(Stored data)

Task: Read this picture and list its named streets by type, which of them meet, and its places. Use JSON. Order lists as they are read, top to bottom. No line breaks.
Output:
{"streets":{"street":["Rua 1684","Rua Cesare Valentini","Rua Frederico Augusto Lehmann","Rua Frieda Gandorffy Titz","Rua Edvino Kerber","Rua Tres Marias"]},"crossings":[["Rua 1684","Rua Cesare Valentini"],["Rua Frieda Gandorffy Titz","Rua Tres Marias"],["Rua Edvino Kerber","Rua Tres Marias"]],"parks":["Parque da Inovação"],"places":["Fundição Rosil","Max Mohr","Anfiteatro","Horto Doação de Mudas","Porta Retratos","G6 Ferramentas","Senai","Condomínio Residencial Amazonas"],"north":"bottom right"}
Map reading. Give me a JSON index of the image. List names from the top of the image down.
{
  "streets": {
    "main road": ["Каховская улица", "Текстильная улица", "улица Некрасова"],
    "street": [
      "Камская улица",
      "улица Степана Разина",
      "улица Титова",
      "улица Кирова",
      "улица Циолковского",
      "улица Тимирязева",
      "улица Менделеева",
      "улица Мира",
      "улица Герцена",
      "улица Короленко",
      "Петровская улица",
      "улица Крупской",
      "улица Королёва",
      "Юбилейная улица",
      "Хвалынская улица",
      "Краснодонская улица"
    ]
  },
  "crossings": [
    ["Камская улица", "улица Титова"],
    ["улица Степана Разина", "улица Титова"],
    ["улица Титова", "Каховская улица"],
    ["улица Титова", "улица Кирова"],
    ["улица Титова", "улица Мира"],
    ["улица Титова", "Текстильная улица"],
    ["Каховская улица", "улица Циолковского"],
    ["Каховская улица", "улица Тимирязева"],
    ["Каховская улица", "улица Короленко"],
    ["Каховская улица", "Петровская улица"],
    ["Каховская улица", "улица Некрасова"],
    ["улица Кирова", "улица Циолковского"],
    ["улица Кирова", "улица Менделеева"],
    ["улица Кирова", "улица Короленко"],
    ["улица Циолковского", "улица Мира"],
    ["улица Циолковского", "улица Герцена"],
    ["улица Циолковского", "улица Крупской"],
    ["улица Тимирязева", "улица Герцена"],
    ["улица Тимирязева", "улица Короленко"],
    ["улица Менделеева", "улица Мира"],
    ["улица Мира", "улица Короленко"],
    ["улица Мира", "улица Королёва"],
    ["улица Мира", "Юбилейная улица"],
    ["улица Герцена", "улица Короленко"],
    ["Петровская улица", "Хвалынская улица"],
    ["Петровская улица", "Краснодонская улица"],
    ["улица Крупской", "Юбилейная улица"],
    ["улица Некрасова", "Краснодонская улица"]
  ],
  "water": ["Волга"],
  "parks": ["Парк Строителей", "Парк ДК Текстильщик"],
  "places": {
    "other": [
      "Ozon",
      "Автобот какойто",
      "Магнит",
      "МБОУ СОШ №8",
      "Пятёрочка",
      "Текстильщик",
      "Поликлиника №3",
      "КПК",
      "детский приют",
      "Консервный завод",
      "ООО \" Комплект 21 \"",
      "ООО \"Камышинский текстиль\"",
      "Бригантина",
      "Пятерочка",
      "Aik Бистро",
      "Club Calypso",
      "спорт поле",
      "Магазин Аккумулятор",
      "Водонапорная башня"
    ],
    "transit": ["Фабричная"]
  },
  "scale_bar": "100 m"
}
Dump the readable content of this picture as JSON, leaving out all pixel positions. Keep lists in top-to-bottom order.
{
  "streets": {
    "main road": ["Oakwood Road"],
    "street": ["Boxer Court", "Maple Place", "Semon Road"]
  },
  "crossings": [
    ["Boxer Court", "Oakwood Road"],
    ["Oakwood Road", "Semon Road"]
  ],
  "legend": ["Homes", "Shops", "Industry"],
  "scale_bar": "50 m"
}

● **Aim of the exercise**: Copy each line of the preceding data that contains the string "Герцена".

● **Result for this task**:
      "улица Герцена",
    ["улица Циолковского", "улица Герцена"],
    ["улица Тимирязева", "улица Герцена"],
    ["улица Герцена", "улица Короленко"],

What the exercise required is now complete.